For years I’ve struggled to get more than 4-6 hours of sleep a night. I believe my chronic sleep deprivation was one major factor in my body being unable to prevent my cancer from emerging. (See Why We Sleep by Matthew Walker on this connection.) And I regard solving my sleep problem as a crucial milestone in my quest to beat cancer and get healthy. Now that it’s a matter of life and death, I am finally getting serious about resolving this issue once and for all.
I am firmly set against any pharmaceutical “fixes” for my sleep struggles, but I am all for using food and natural supplements to address any biochemical imbalances that are contributing to the problem. On the hypothesis that magnesium deficiency may be one such imbalance, I have been taking magnesium lysinate glycinate before bed every night.
I have also worked on improving my “sleep hygiene,” for example by limiting my screen time in the evenings and spending quality time with my family instead.
A major impediment to sleep for me is worry. I often wake up in the middle of the night and cannot return to sleep because I cannot stop thinking about various loose ends in my life. My chief defenses against worry have been:
Jesus’s teachings on worry in the Sermon on the Mount
Dale Carnegie’s advice in How to Stop Worrying and Start Living
David Allen’s “Getting Things Done” (GTD) productivity methodology.

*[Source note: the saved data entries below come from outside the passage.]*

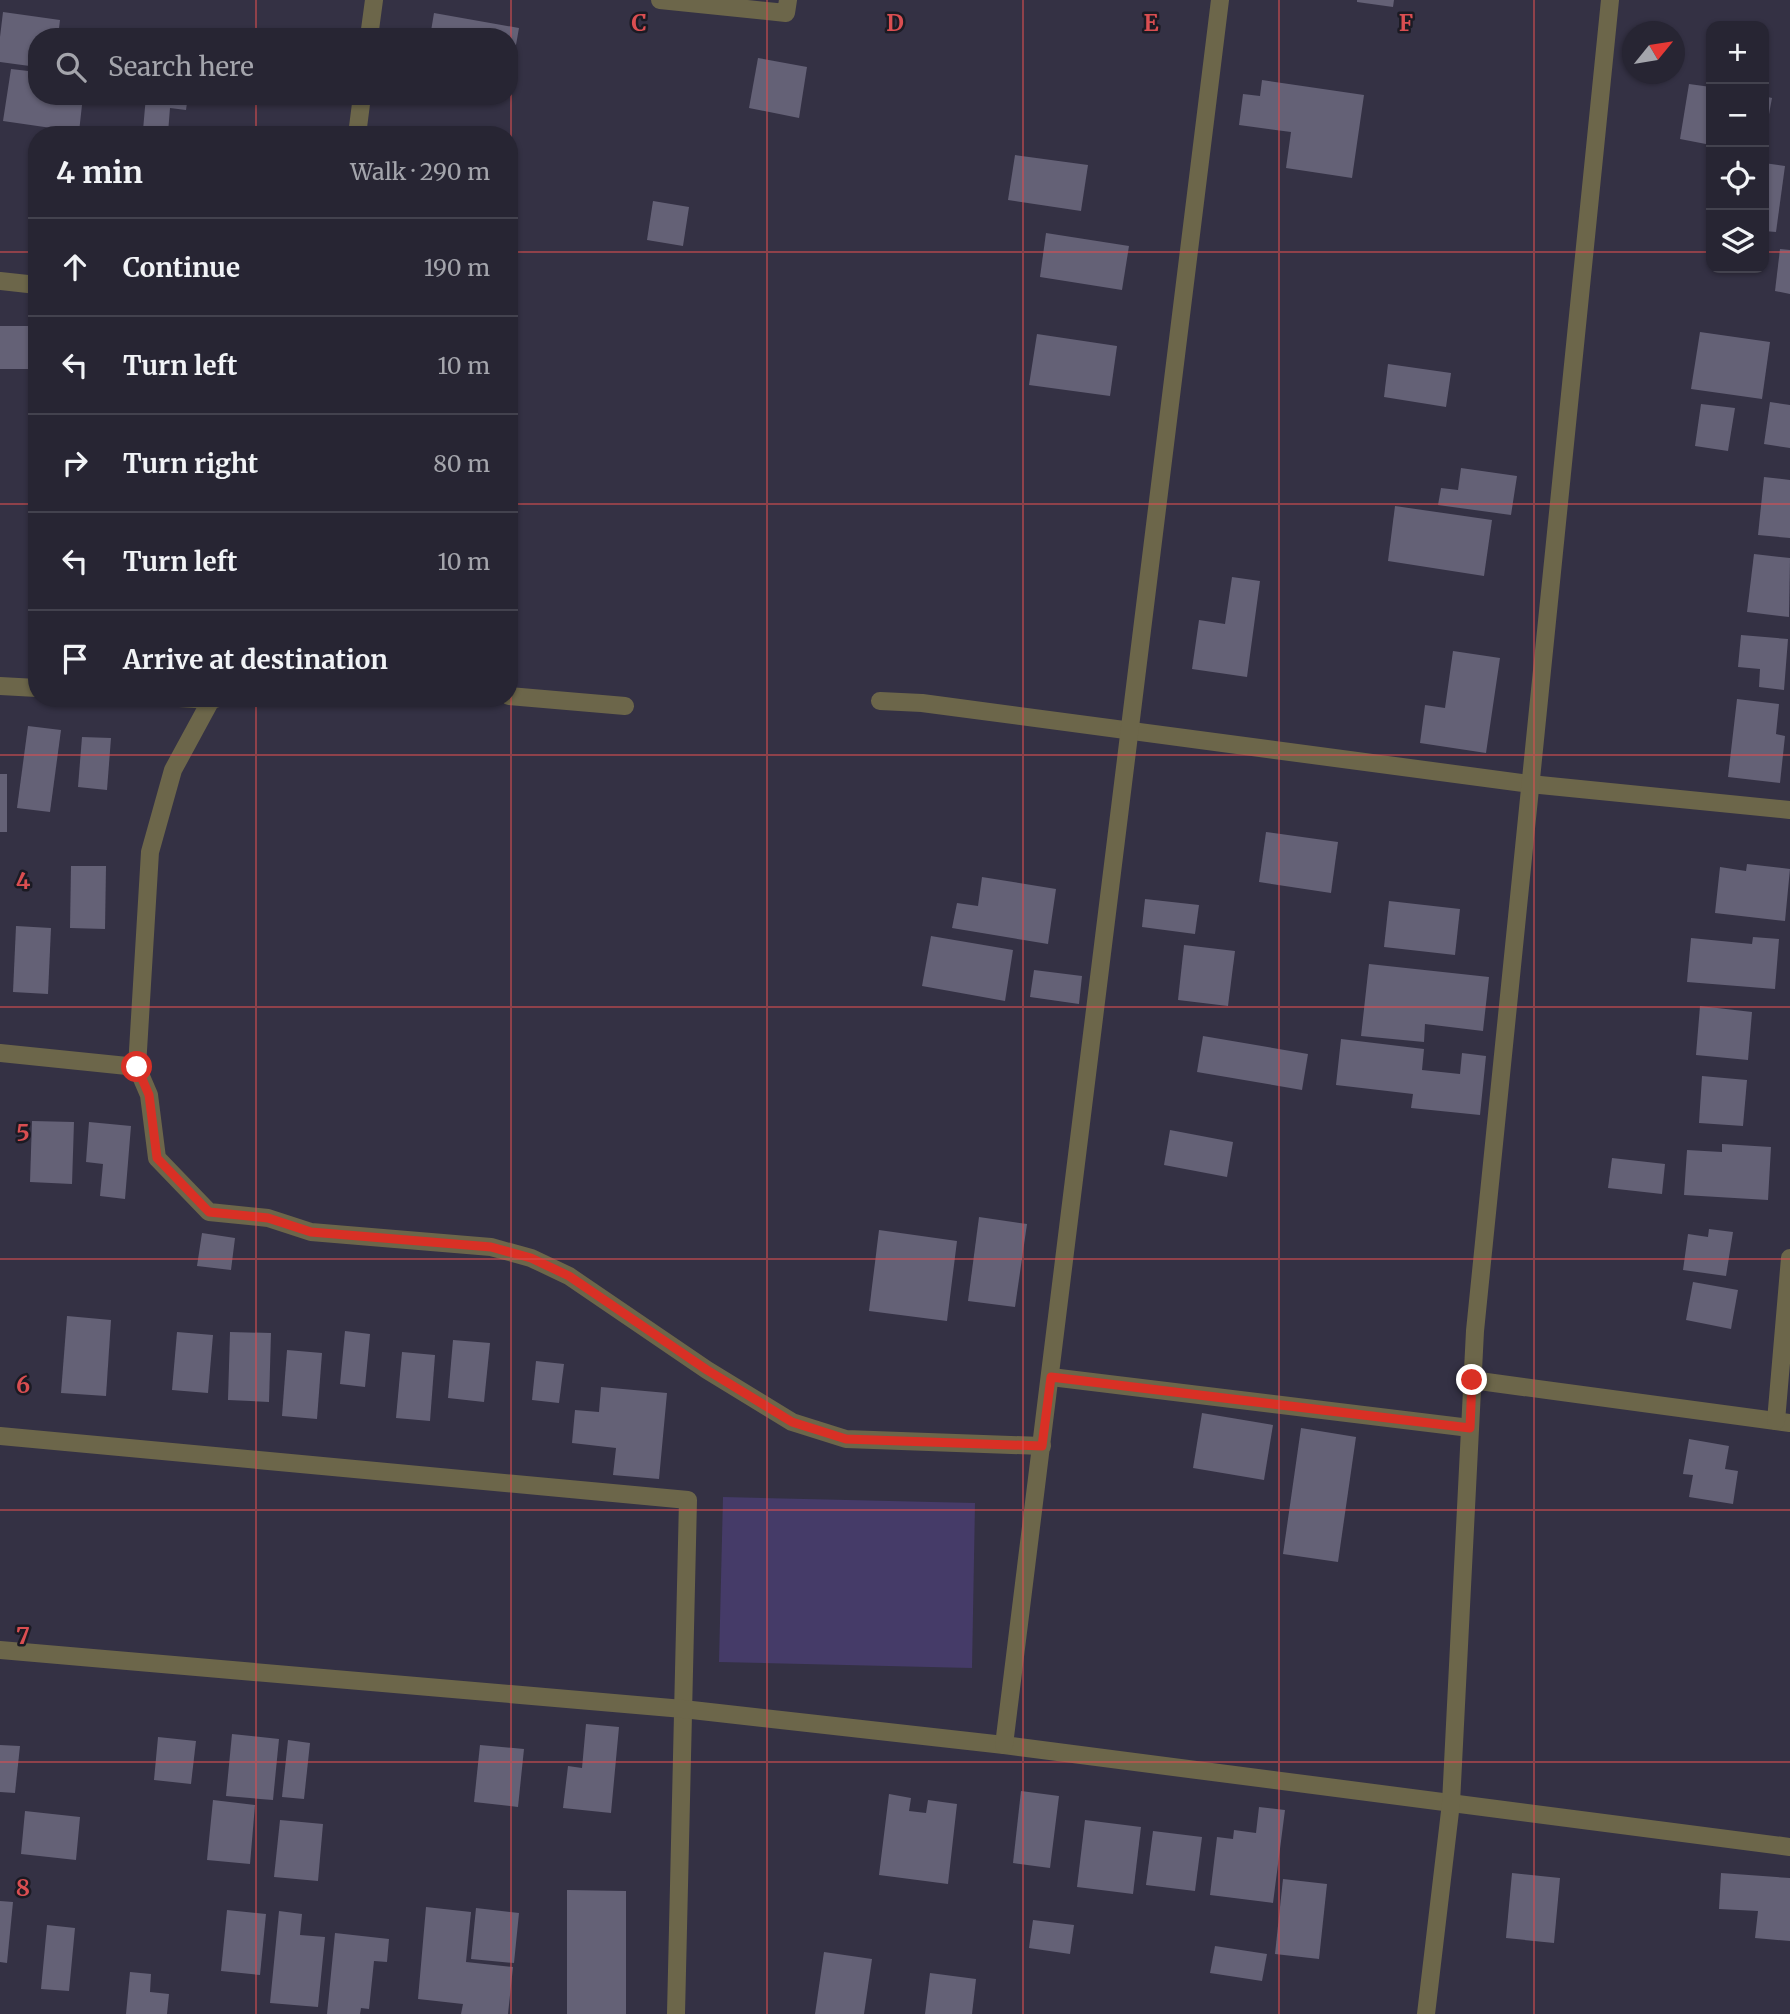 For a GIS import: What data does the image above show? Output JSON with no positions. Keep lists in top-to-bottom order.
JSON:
{
  "north": "top right",
  "page": {
    "map_buttons": ["+", "−"],
    "search": "Search here",
    "heading": ["4 min", "Walk · 290 m"],
    "list": [
      ["Continue", "190 m"],
      ["Turn left", "10 m"],
      ["Turn right", "80 m"],
      ["Turn left", "10 m"],
      "Arrive at destination"
    ]
  },
  "grid": {
    "columns": [
      "C",
      "D",
      "E",
      "F"
    ],
    "rows": [
      "4",
      "5",
      "6",
      "7",
      "8"
    ]
  }
} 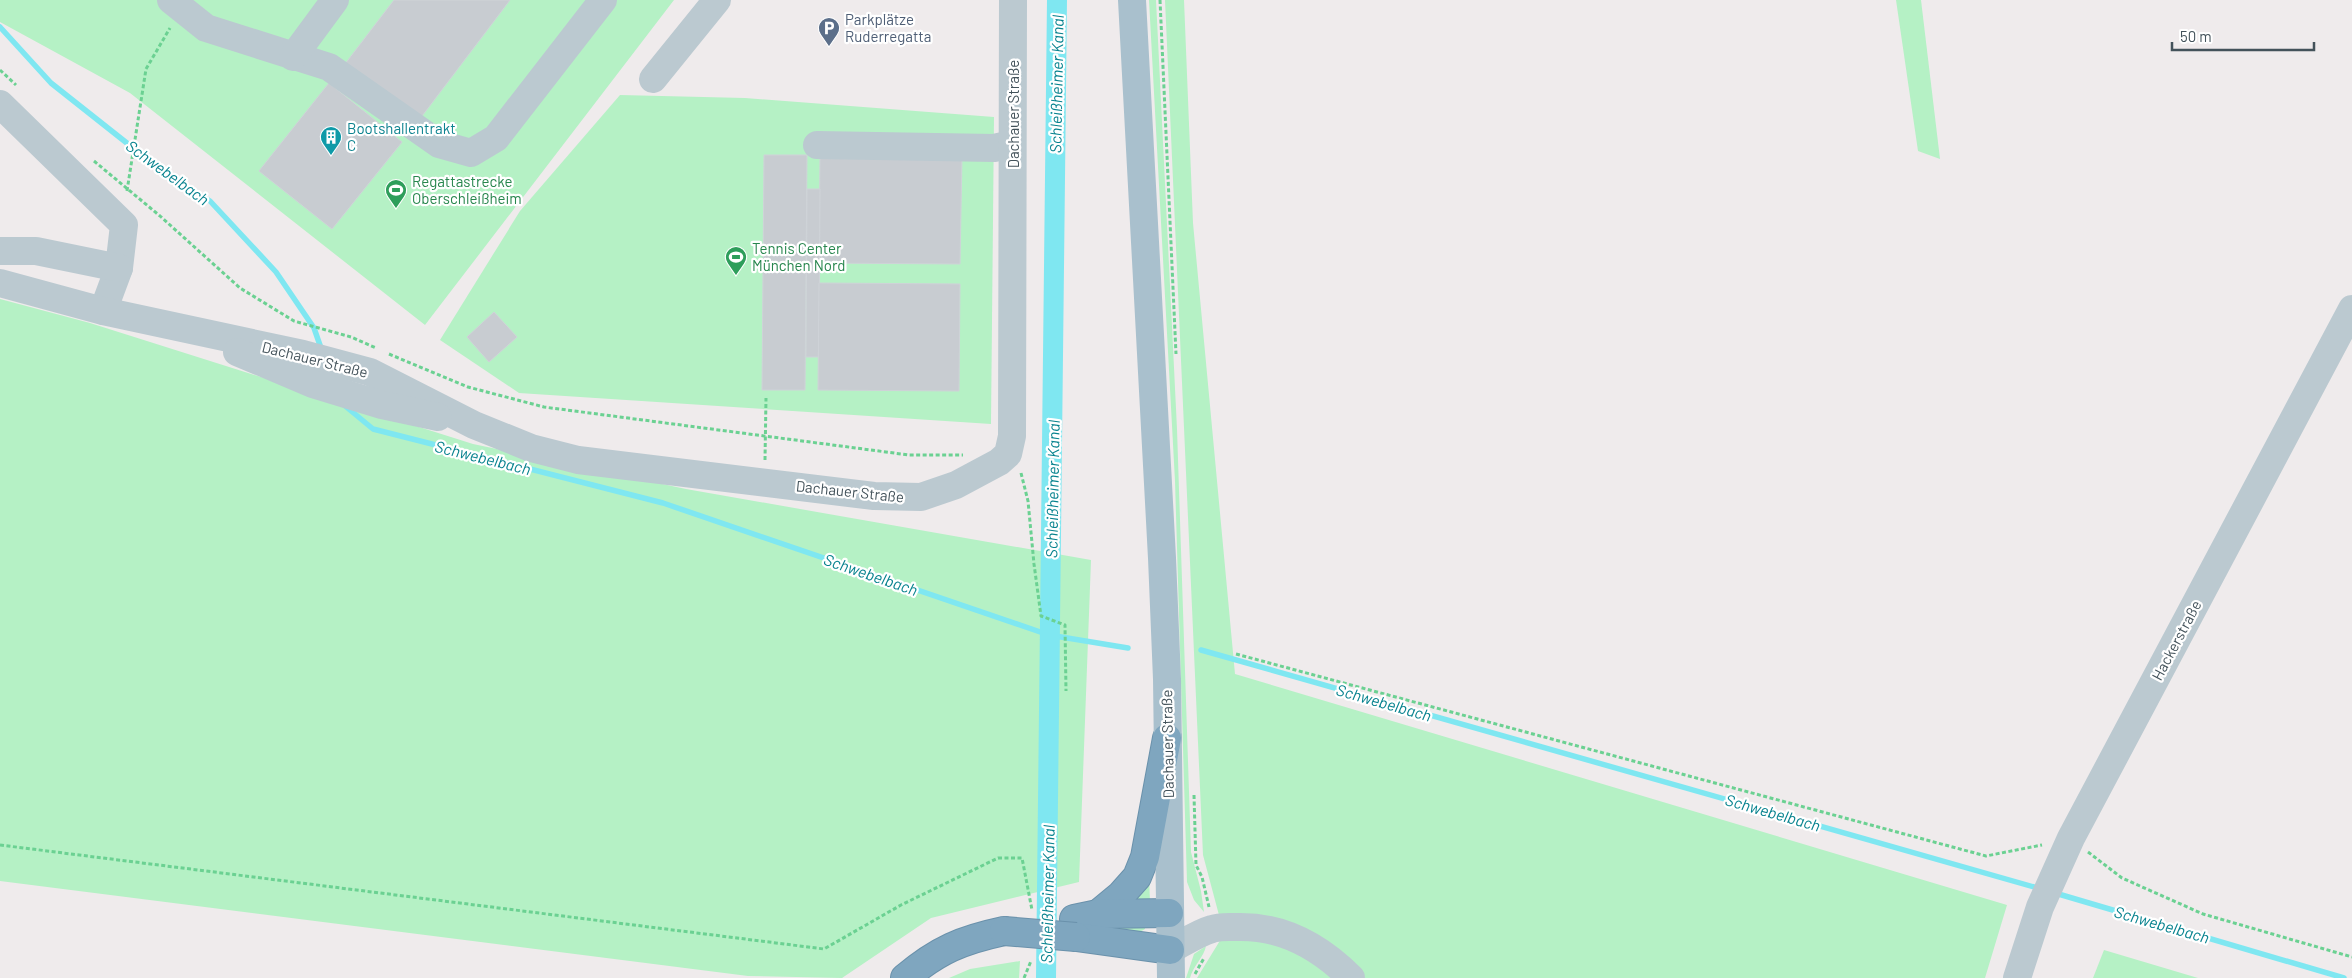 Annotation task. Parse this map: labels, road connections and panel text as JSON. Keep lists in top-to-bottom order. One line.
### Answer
{"streets":{"main road":["Dachauer Straße"],"street":["Hackerstraße"]},"water":["Schleißheimer Kanal","Schwebelbach"],"places":{"parking":["Parkplätze Ruderregatta"],"building":["Bootshallentrakt C"],"sports":["Regattastrecke Oberschleißheim","Tennis Center München Nord"]},"scale_bar":"50 m"} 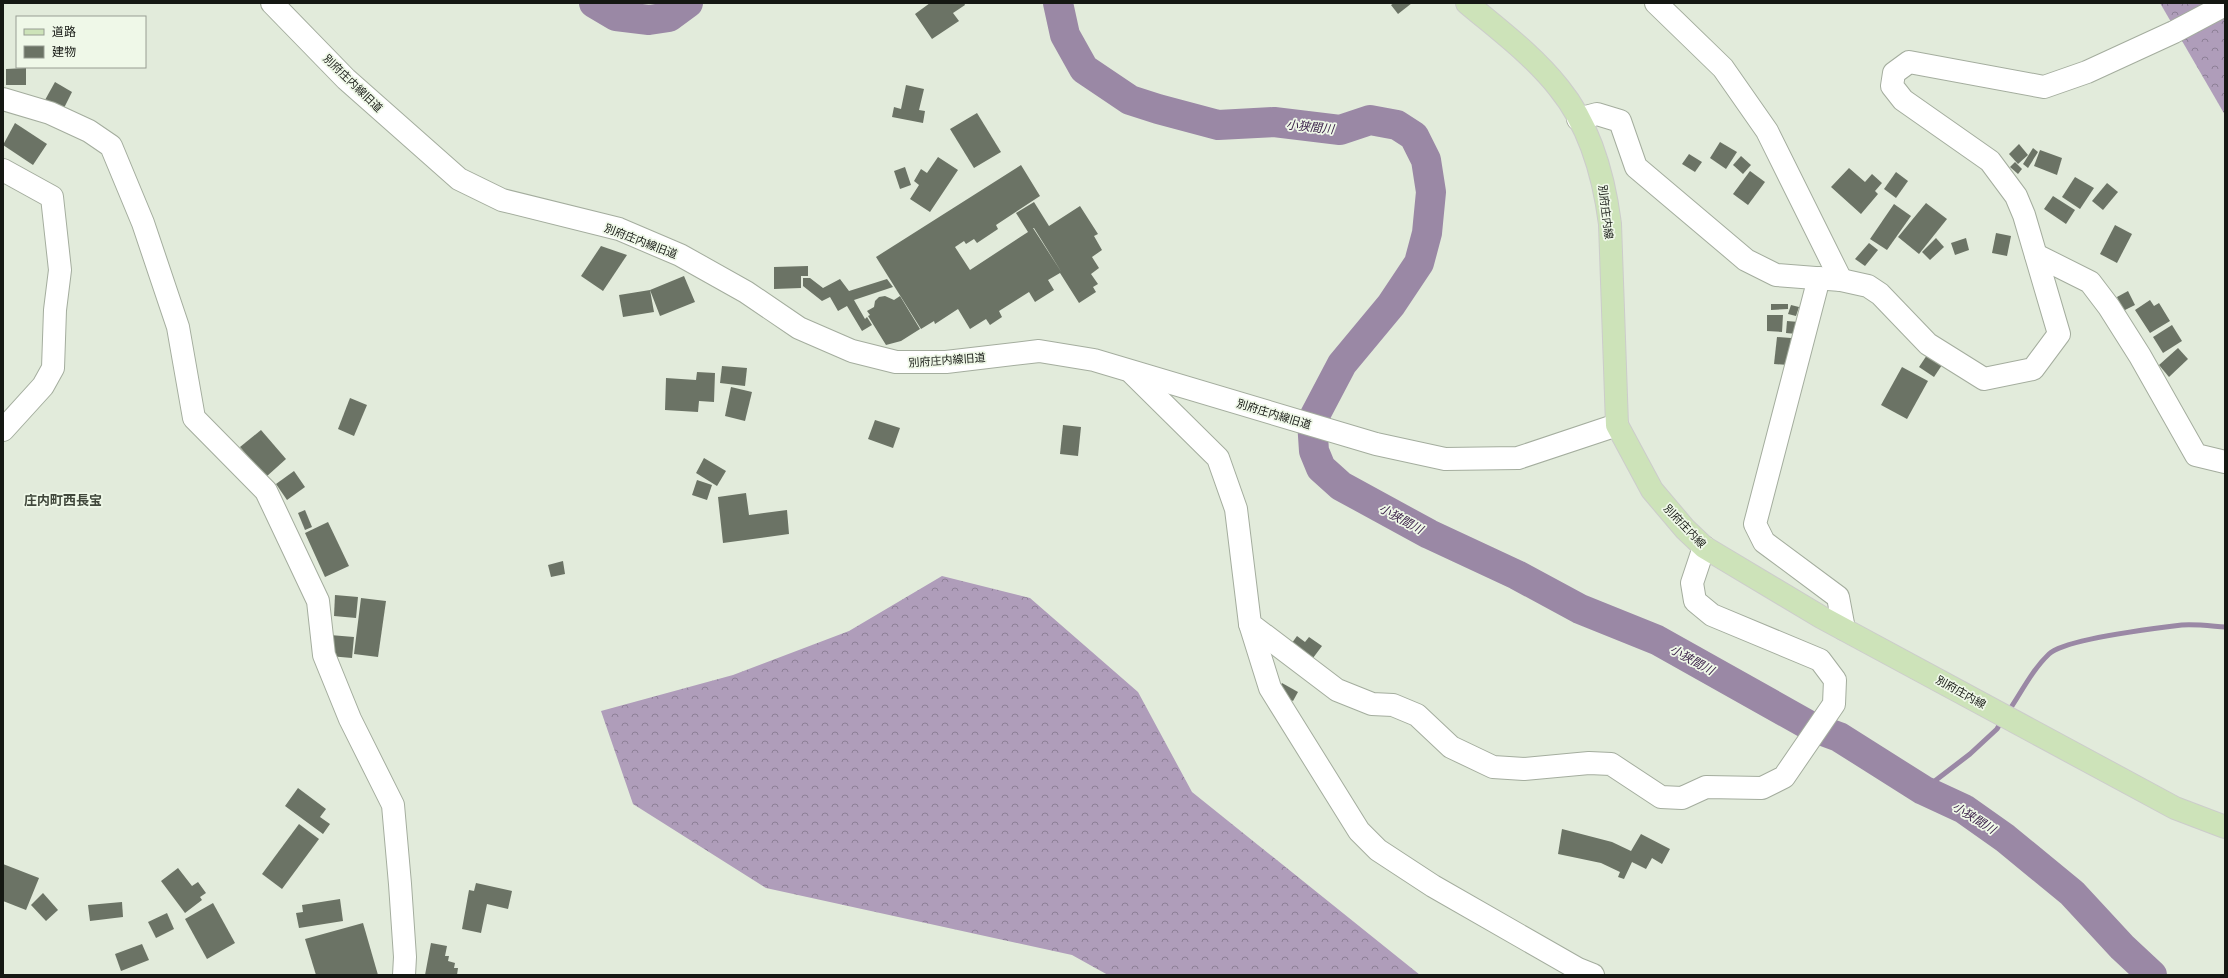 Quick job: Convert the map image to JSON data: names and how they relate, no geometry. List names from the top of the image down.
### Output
{
  "streets": {
    "main road": ["別府庄内線"],
    "street": ["別府庄内線旧道"]
  },
  "crossings": [
    ["別府庄内線旧道", "別府庄内線"]
  ],
  "districts": ["庄内町西長宝"],
  "water": ["小狭間川"],
  "legend": ["道路", "建物"]
} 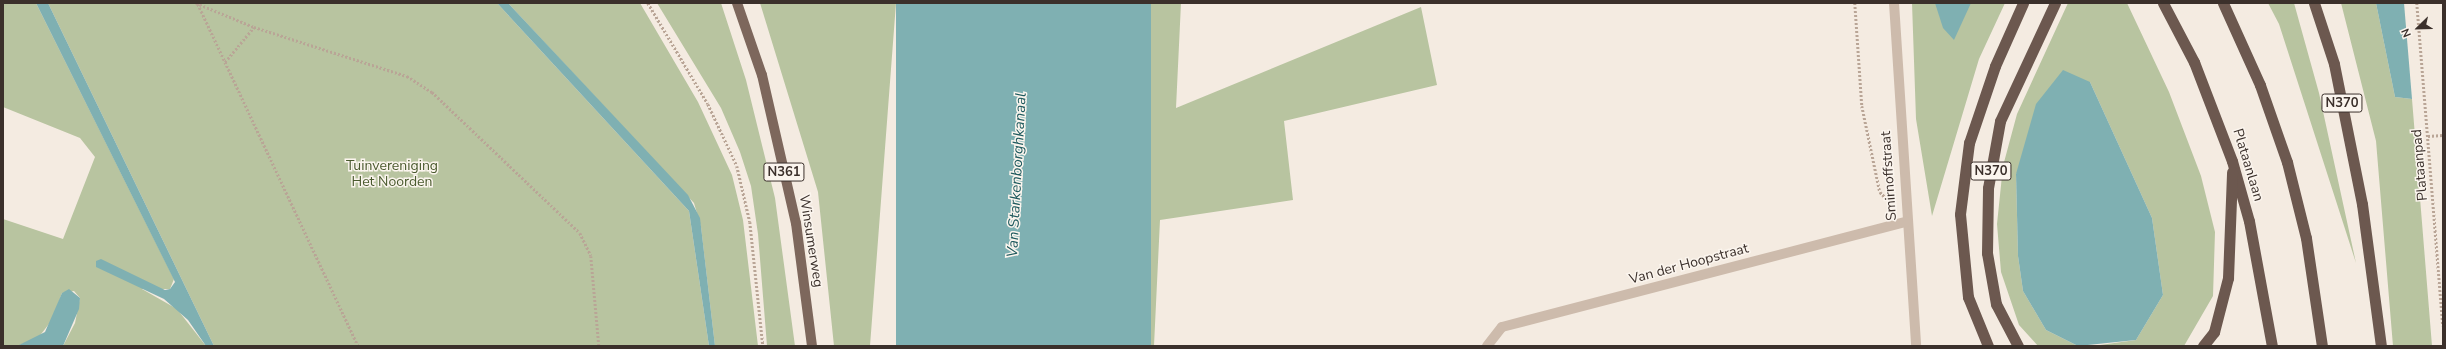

GTD can get your loose ends off your mind by getting them into an external system that you can use to reliably transform vague worries and ideas into concrete projects and actions. Your mind is able to let go of your loose ends, because it trusts your future self to use your system to handle them in due time. (For more on this, see my Medium posts “How Using an In-Tray Can Tame Your Anxieties,” “Getting Things Done… and Off Your Mind,” and “The Allen Algorithm: GTD in a Nutshell.”)
But that only happens if the system and your habits of using it are fully implemented. And, even though I’ve been using GTD techniques for a very long time, my implementation of it has rarely been watertight enough to get the full psychological benefit of it: to attain the “mind like water” state that David Allen talks about. So that’s another thing I’m trying to get more serious about fixing in order to fix my sleep.
I also purchased a subscription to and started using Abide, Christian guided meditation app with an extensive library soothing and spiritually uplifting audio tracks designed to aid sleep.
And as I mentioned above, my overall efforts to more closely walk with God and become a better steward of my spirit, mind, and body has helped improve my peace in mind, and thus my sleep.
For a long period after my hospitalization, I was pretty consistently only getting four hours of sleep a night. But as I adopted the above measures, I have managed to slowly but steadily extend that. The night before last night, I got a total of seven hours of sleep.
Last night, however, I was back to only four hours again, so I still have some work to do and gaps to fill. But I feel like I’m on the right track and I’ll keep experimenting until I regularly get a full night’s sleep.
The sleep of a labouring man is sweet, whether he eat little or much: but the abundance of the rich will not suffer him to sleep.
Ecclesiastes 5:12 KJV
I take 20mg of melatonin and about 1500mg of Lion's Mane before bed and it has really helped my sleep, if you are looking for other things to try.